Iran continues developing its nuclear programme:
Iran's President Mahmoud Ahmadinejad has inaugurated a new phase of a heavy water reactor project despite Western fears about its nuclear programme. He said Iran posed no threat to other states, not even its "enemy" Israel.Heavy water reactors produce plutonium which can be an alternative route to a nuclear device, the other being highly enriched uranium.
Observers say Iran's move aims to send a signal of defiance days ahead of a UN deadline to halt uranium enrichment.
But, as Mohammad Sa'idi, international affairs deputy of the Iranian Atomic Energy Organization, explains on Iranian TV, there's no cause for alarm here. The heavy water's for drinking:
Interviewer: "You just said that in some cases, heavy water can even be used for drinking."Mohammad Sa'idi: "Yes."
Interviewer: "Could you elaborate on this?"
Mohammad Sa'idi: "One of the products of heavy water is depleted deuterium. As you know, in an environment with depleted deuterium, the reception of cancer cells and of the AIDS viruses is disrupted. Since this reception is disrupted, the cells are gradually expelled from the body.
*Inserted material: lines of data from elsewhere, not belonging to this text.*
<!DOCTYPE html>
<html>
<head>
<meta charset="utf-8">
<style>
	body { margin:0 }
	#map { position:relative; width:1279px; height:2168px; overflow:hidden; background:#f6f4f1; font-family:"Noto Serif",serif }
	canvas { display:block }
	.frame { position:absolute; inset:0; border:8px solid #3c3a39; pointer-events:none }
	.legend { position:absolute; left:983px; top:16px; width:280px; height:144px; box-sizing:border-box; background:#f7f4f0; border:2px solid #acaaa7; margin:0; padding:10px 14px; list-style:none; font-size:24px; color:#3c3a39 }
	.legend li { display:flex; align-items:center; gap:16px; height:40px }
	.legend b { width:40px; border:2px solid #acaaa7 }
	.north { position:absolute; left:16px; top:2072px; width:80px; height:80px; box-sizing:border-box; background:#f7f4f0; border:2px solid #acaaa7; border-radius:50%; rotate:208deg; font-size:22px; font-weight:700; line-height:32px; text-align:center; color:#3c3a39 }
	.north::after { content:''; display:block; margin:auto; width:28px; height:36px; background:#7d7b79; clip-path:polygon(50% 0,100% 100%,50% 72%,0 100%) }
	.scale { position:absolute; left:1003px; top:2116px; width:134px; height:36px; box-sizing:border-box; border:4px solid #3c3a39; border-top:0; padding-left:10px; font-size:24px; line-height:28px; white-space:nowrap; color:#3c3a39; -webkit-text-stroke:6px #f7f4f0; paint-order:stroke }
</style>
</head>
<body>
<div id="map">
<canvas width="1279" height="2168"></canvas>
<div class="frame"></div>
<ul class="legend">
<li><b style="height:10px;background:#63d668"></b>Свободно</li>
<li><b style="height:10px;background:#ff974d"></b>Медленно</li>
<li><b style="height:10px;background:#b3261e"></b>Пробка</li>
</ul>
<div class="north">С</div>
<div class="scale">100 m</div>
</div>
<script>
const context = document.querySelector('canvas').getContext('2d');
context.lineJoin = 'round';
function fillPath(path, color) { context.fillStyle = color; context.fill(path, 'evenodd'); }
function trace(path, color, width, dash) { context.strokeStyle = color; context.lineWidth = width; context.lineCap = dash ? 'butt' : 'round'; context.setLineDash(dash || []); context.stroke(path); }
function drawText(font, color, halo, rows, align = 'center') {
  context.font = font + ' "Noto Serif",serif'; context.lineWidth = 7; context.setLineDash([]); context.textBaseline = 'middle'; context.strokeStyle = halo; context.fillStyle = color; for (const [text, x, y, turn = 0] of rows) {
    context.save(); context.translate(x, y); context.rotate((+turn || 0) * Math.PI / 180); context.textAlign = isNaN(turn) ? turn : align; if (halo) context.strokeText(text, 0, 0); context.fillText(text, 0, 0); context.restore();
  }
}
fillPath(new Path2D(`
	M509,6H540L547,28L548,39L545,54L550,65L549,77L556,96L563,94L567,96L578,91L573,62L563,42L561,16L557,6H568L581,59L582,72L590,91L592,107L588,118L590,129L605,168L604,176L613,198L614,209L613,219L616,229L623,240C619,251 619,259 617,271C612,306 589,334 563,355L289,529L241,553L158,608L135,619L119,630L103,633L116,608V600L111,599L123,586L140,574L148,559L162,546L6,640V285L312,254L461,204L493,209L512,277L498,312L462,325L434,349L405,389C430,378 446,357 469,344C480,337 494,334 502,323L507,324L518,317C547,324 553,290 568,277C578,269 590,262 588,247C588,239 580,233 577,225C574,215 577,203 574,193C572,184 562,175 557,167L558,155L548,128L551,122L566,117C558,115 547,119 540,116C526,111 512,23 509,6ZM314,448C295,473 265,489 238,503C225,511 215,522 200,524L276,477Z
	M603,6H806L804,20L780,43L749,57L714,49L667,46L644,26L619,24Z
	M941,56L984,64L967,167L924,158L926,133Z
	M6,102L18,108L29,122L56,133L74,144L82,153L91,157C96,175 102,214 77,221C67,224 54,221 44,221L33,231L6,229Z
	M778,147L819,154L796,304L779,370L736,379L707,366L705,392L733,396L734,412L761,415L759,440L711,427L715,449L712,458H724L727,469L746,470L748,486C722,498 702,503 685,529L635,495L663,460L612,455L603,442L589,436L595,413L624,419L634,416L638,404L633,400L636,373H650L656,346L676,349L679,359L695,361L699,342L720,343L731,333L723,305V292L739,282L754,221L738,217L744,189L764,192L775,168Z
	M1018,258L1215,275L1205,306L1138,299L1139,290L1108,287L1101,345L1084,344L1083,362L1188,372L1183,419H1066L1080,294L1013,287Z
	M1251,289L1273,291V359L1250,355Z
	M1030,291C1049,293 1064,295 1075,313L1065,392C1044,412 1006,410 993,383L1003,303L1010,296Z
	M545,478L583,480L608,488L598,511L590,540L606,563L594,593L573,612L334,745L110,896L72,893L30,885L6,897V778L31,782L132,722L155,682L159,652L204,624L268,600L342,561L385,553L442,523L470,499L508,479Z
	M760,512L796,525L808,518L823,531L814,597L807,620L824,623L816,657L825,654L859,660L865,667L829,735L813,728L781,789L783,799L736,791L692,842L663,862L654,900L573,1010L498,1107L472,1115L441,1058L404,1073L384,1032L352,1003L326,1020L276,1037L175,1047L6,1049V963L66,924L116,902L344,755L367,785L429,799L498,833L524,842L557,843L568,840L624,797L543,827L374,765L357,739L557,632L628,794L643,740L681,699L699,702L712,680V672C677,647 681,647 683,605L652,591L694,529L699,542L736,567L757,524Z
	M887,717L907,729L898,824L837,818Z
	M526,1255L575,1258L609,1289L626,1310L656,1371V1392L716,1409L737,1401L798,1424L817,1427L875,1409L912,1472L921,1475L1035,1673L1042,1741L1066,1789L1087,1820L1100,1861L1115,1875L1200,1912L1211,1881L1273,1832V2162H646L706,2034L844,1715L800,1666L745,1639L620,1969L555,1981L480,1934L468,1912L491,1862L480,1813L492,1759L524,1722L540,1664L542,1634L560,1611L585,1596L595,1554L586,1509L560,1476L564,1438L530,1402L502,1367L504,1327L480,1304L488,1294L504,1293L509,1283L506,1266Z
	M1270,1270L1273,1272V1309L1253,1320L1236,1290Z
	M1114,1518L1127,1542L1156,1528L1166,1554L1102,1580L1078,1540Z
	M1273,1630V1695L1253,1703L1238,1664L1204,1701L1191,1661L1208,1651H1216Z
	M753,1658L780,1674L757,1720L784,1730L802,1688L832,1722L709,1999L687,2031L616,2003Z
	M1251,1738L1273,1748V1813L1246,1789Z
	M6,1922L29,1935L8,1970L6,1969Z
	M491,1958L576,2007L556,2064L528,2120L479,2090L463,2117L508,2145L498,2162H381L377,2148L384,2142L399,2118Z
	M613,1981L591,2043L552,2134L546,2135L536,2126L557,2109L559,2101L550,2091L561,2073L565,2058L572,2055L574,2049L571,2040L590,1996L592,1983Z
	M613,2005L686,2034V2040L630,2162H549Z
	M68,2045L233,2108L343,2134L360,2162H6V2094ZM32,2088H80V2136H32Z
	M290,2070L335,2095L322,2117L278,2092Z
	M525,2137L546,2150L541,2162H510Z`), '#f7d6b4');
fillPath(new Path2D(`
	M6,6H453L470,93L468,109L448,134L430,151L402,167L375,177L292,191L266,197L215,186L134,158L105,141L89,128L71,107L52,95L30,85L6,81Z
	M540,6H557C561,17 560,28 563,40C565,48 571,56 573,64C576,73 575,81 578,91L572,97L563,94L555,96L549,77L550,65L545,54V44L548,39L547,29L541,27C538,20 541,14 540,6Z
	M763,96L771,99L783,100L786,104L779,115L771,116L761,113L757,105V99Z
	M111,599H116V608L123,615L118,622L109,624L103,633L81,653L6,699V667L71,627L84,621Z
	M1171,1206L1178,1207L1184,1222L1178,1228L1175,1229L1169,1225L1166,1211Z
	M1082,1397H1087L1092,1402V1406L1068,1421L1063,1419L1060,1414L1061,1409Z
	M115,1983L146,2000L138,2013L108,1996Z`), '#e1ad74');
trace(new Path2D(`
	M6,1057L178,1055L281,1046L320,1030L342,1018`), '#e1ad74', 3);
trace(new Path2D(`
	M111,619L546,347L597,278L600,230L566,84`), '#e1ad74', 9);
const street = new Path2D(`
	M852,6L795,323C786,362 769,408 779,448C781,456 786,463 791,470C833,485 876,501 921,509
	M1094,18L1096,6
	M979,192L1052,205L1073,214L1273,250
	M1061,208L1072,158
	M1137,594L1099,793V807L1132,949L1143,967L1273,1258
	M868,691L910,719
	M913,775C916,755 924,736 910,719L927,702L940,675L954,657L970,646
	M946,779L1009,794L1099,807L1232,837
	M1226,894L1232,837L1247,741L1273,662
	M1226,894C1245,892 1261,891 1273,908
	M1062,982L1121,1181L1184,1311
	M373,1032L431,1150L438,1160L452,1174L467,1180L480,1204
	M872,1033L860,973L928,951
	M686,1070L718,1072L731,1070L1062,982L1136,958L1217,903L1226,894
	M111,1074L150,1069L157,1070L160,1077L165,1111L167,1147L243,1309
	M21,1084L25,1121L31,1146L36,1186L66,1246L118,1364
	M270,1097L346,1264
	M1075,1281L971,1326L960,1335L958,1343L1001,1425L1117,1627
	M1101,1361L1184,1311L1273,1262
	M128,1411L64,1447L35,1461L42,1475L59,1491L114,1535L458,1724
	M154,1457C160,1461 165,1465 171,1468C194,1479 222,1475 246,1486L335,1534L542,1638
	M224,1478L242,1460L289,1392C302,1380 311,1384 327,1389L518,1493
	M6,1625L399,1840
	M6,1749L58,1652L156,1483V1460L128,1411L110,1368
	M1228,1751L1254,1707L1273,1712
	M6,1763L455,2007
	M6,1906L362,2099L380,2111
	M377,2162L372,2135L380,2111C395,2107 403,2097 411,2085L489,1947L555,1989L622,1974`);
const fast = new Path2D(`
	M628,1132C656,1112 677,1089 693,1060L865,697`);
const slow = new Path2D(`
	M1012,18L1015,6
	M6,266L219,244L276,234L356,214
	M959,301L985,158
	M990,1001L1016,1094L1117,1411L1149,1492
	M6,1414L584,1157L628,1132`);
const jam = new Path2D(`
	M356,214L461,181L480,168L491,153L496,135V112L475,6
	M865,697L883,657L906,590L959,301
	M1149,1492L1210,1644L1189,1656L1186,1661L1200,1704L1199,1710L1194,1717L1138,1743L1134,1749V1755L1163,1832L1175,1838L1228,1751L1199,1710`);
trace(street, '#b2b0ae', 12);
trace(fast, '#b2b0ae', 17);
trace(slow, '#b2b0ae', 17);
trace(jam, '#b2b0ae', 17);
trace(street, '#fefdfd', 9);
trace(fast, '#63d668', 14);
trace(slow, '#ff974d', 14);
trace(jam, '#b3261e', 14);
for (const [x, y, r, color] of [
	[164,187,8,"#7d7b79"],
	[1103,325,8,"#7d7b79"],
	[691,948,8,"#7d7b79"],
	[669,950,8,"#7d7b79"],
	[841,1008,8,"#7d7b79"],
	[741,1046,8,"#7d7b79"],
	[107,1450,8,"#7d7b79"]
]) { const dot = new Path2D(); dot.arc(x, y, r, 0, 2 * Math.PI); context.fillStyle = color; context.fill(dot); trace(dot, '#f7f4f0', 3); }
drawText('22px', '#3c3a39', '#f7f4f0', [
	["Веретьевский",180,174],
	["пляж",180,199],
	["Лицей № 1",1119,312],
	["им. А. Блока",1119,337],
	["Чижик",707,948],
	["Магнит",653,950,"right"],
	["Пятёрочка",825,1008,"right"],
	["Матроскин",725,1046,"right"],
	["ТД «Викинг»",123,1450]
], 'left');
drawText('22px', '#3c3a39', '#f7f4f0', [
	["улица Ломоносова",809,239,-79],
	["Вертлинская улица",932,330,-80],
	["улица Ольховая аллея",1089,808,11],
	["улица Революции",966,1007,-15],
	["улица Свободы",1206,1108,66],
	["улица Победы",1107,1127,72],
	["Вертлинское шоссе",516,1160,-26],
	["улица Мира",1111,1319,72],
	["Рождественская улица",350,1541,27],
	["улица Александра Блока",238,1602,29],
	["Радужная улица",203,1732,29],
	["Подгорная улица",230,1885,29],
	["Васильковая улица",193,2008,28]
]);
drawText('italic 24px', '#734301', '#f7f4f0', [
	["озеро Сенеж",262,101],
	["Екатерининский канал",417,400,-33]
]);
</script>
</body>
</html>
Obviously, one glass of depleted deuterium will not expel or cure the cancer or eliminate the AIDS. We are talking about a certain period of time. In many countries that deal with these diseases, patients use this kind of water instead of regular water, and consume it daily in order to heal their diseases.
"In other words, the issue of heavy water has to do with matters of life and death, in many cases. One of the reasons that led us to produce heavy water was to use it for agricultural... medical purposes, and especially for industrial purposes in our country." [...]
"There is no connection whatsoever between heavy water and plutonium.
From Wikipedia:
Heavy water production reactors can be designed to turn uranium into bomb-usable plutonium without requiring enrichment facilities.... Heavy water production reactors have been used for this purpose by India, Israel, Pakistan, North Korea, Russia and USA.
Strangely the Wikipedia article fails to mention the extraordinary health benefits of drinking heavy water:
Mammals such as rats given heavy water to drink die after a week, at a time when their body water approaches about 50% deuteration. The mode of death appears to be the same as that in cytotoxic poisoning (such as chemotherapy) or in acute radiation syndrome (though of course deuterium is not radioactive), and is due to deuterium's action in generally inhibiting cell division. Deuterium oxide has even been tested as a chemotherapeutic agent, but it seems to offer no advantages. As in chemotherapy, deuterium-poisoned mammals die of a failure of bone marrow (bleeding and infection) and intestinal-barrier functions (diarrhea and fluid loss).
Fill yer boots Mohammad!
Posted by: OMMAG | September 01, 2006 at 05:14 AM
Can we expect to see the Iranian president drinking a glass of D20 at the UN sometime soon? Or even better he delivers a speech to the UN while the Supreme Spiritual Leader drinks a glass of D20. With a drum roll of course.